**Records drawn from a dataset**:
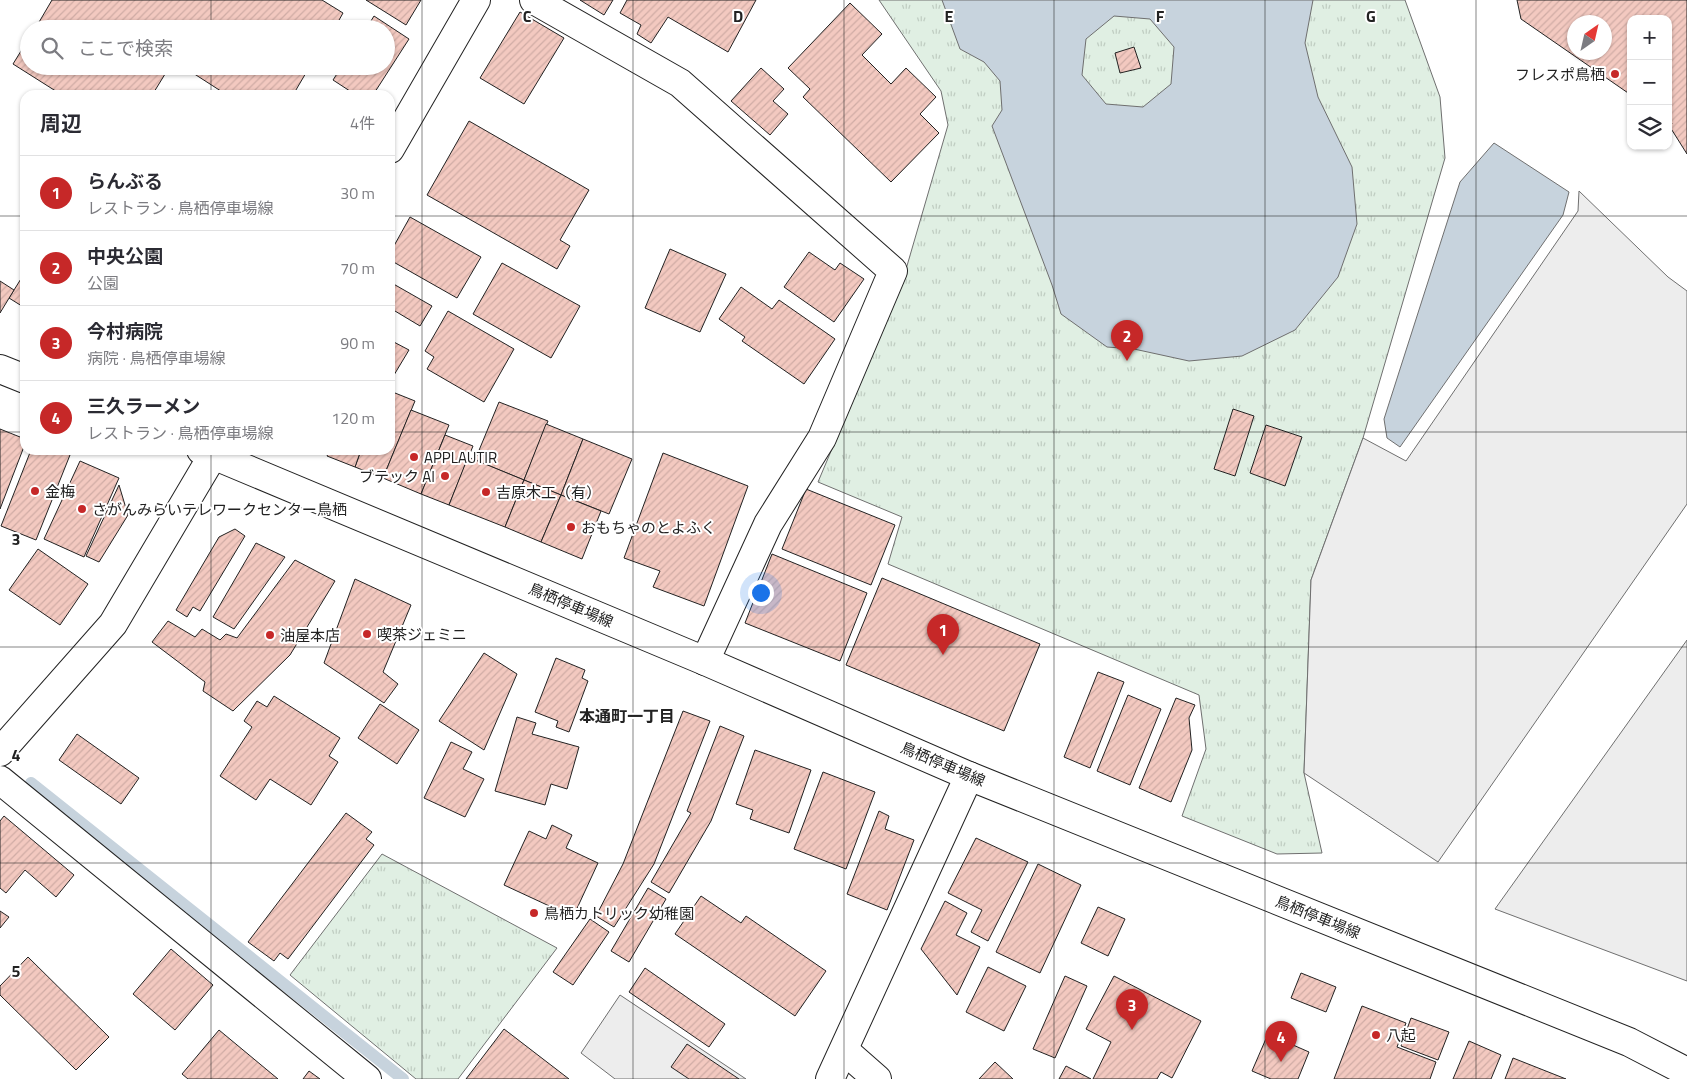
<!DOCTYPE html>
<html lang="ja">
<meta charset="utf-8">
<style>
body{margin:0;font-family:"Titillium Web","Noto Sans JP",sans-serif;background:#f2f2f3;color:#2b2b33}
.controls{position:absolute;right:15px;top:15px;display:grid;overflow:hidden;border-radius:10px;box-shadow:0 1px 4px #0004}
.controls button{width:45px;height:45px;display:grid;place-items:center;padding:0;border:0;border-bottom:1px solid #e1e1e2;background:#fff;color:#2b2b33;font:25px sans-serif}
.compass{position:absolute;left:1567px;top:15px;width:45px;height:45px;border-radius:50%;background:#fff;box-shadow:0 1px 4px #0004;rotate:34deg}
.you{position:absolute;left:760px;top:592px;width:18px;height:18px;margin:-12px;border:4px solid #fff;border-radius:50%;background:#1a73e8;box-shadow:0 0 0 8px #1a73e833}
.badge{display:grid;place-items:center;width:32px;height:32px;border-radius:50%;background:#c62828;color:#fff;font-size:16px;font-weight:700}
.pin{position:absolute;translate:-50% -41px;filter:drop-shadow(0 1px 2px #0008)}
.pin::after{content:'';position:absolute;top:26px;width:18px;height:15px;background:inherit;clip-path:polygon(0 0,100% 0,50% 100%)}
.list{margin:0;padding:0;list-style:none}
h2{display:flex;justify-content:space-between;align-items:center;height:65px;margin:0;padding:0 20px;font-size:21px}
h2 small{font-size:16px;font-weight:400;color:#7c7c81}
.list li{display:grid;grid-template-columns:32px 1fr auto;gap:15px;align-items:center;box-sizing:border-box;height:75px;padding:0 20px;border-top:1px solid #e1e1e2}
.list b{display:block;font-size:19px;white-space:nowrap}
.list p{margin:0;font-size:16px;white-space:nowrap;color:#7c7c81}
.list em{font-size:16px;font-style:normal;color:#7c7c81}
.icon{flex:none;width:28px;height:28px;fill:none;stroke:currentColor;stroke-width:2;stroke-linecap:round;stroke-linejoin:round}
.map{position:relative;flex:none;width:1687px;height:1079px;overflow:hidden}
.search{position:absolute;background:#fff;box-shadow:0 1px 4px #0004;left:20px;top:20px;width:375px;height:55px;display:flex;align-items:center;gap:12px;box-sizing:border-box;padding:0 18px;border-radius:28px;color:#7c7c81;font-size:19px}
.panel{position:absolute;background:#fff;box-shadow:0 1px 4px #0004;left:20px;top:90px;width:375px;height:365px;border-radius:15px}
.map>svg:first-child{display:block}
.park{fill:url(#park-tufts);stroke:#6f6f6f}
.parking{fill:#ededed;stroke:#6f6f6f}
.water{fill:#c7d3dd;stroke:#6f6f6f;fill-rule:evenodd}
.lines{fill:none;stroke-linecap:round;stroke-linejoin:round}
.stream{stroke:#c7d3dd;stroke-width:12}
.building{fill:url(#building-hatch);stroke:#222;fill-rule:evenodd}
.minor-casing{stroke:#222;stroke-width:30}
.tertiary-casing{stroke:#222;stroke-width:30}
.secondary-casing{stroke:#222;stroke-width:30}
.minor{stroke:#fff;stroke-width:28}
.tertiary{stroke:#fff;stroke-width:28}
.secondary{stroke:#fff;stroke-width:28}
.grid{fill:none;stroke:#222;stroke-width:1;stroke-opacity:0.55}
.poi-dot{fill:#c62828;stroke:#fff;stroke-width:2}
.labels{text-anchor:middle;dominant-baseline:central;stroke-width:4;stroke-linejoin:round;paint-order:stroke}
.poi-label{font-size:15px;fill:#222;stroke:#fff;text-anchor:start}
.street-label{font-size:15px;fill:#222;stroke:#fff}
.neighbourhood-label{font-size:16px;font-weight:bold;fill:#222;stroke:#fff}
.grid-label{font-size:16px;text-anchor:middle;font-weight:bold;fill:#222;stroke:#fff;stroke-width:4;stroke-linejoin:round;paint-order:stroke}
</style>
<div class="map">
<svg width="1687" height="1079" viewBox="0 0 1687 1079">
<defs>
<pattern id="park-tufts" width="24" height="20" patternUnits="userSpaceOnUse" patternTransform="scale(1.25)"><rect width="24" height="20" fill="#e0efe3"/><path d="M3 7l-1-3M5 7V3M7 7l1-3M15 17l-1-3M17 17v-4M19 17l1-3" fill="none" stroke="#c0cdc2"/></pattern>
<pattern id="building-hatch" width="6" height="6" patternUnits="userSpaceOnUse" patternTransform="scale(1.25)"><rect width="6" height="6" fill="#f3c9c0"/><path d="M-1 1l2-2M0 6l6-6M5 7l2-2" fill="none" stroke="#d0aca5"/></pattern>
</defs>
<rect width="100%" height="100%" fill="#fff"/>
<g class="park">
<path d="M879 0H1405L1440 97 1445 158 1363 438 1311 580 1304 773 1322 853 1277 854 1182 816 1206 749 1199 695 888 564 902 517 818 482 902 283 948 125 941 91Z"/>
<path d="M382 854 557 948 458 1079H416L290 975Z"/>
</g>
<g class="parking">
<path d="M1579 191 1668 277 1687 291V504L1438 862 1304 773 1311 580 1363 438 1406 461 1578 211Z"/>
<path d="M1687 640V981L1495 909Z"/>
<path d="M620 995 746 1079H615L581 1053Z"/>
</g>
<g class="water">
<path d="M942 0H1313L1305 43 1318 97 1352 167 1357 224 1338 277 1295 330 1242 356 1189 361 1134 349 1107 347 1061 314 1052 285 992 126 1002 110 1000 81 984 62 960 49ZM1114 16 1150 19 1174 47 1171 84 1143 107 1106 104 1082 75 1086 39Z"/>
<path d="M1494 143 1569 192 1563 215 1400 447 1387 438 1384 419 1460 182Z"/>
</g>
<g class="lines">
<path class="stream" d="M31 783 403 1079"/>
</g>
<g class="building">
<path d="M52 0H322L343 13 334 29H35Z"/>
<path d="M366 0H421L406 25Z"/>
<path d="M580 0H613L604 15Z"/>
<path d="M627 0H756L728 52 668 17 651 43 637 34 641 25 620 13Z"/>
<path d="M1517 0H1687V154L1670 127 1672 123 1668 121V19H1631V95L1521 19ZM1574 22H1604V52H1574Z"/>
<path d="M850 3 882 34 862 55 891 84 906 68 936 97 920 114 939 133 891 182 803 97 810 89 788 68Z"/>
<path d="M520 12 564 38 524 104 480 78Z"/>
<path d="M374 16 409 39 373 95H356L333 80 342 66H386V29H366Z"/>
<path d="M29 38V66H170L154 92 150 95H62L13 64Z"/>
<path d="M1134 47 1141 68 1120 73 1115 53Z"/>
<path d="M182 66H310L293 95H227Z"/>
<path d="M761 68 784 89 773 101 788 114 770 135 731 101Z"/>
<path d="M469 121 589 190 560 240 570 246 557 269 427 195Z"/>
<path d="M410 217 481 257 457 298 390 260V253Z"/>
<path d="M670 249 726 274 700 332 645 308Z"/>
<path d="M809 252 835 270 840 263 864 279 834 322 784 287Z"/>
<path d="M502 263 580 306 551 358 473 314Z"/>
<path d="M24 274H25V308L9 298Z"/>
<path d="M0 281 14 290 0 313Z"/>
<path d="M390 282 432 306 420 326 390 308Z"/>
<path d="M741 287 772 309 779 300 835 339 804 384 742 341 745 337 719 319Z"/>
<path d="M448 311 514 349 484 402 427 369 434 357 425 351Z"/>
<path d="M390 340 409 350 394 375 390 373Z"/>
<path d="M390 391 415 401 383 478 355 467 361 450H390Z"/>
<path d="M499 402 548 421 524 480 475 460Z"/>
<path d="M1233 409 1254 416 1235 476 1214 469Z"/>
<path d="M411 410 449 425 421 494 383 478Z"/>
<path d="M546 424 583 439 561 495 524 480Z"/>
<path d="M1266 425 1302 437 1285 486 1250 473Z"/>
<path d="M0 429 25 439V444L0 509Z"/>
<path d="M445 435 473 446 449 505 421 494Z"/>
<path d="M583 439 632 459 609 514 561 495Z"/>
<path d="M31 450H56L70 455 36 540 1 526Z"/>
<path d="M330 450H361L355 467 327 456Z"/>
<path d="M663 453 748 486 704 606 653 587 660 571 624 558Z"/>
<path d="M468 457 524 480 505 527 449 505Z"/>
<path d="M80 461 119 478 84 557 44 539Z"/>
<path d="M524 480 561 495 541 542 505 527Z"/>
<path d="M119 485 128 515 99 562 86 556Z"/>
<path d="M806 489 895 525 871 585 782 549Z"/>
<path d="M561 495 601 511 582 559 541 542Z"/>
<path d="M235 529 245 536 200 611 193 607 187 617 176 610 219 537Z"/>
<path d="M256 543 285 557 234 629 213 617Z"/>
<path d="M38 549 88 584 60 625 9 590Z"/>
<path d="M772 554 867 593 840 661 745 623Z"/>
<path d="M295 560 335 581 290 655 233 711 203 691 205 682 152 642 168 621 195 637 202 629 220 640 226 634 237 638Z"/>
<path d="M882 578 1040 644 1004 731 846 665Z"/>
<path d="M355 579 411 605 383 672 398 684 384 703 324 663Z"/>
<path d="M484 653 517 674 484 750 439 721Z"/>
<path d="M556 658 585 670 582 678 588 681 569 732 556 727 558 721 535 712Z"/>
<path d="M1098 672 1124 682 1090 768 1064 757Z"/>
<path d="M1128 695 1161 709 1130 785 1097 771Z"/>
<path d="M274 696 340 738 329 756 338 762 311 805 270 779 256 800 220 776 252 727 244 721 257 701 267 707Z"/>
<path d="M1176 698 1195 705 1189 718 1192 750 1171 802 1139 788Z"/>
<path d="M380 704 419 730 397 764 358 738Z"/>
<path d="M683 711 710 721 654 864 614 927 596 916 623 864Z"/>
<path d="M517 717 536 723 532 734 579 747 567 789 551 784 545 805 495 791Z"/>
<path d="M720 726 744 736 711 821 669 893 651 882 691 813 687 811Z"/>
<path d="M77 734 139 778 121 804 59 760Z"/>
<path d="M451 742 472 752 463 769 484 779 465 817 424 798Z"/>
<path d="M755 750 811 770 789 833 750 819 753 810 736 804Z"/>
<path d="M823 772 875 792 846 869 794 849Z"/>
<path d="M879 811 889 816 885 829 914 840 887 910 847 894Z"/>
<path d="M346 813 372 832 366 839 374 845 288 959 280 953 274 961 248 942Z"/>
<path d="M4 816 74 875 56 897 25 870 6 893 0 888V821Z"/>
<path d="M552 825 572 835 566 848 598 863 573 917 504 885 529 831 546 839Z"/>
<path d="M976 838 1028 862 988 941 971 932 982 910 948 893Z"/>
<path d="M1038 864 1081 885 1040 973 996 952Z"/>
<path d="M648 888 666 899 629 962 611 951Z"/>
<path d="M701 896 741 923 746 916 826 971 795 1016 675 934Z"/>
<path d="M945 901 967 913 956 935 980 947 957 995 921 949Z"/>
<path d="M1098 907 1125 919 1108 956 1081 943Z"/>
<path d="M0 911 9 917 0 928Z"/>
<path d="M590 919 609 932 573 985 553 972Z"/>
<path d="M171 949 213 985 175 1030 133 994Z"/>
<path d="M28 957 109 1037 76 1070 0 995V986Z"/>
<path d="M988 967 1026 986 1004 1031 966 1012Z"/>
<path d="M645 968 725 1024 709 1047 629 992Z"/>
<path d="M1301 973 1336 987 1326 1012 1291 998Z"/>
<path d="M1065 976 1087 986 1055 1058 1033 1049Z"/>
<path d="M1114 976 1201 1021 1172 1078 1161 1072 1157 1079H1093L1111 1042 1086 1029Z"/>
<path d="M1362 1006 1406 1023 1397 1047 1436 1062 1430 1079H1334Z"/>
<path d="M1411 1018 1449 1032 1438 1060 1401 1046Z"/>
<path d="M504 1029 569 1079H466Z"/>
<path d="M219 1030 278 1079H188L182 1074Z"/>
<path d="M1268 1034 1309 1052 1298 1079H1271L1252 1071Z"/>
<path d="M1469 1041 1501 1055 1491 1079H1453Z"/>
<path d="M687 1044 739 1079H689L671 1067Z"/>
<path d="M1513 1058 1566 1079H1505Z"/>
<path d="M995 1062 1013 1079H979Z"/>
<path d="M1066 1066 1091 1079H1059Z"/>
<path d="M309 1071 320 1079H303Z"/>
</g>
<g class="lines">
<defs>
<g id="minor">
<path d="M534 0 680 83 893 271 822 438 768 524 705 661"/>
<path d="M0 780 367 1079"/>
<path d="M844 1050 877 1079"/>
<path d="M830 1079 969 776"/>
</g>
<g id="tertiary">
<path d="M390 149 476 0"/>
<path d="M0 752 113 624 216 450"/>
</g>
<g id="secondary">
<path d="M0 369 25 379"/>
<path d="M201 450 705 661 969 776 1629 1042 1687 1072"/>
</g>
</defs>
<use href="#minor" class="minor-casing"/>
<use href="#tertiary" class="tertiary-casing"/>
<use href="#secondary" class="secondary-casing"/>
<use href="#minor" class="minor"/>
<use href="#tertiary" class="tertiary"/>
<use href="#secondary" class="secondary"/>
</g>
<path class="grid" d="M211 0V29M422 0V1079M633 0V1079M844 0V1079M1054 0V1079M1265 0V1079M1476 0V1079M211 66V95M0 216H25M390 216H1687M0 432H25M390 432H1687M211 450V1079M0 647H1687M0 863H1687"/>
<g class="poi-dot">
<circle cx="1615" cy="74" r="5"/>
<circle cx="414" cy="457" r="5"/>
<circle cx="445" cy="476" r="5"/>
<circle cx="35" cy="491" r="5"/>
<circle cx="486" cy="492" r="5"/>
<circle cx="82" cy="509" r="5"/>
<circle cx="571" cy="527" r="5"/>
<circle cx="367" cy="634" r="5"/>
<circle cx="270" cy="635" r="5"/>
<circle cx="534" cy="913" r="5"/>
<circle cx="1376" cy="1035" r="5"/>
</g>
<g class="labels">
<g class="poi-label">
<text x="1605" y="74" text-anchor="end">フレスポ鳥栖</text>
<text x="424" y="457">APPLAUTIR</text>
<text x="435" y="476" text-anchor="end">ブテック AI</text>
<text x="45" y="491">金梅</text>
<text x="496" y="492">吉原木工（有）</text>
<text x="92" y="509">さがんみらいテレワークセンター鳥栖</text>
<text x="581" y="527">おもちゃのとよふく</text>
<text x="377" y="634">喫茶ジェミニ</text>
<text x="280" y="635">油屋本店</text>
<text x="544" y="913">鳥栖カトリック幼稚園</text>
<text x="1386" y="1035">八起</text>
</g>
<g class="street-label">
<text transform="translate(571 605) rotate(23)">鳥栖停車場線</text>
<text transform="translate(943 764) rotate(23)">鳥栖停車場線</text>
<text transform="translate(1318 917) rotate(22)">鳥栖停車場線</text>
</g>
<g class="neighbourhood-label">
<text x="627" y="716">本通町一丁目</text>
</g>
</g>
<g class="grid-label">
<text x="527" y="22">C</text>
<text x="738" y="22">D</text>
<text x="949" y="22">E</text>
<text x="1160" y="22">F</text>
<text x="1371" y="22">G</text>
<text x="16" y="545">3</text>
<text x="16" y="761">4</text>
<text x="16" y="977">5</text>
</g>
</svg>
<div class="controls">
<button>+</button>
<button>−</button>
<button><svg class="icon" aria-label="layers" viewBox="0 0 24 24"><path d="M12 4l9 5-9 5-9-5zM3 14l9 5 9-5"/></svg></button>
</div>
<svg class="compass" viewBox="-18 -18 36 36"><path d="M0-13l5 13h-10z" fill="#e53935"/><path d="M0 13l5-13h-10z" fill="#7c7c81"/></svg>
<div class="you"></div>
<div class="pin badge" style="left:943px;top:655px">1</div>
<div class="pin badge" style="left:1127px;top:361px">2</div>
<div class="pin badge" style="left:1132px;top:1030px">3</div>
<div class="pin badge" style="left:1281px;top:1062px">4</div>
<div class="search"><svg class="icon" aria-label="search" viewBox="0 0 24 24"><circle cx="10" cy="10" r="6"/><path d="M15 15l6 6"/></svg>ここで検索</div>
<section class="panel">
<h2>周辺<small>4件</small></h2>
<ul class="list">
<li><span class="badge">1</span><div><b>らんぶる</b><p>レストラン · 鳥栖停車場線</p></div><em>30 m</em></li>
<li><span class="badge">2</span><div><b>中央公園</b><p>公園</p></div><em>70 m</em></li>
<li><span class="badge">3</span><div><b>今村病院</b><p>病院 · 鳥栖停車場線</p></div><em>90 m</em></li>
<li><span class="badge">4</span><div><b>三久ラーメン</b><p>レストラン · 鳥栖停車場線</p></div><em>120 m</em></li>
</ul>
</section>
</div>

**About this exercise**: Copy out every line from the data above in which the word "linecap" occurs.

**Worked solution**:
.icon{flex:none;width:28px;height:28px;fill:none;stroke:currentColor;stroke-width:2;stroke-linecap:round;stroke-linejoin:round}
.lines{fill:none;stroke-linecap:round;stroke-linejoin:round}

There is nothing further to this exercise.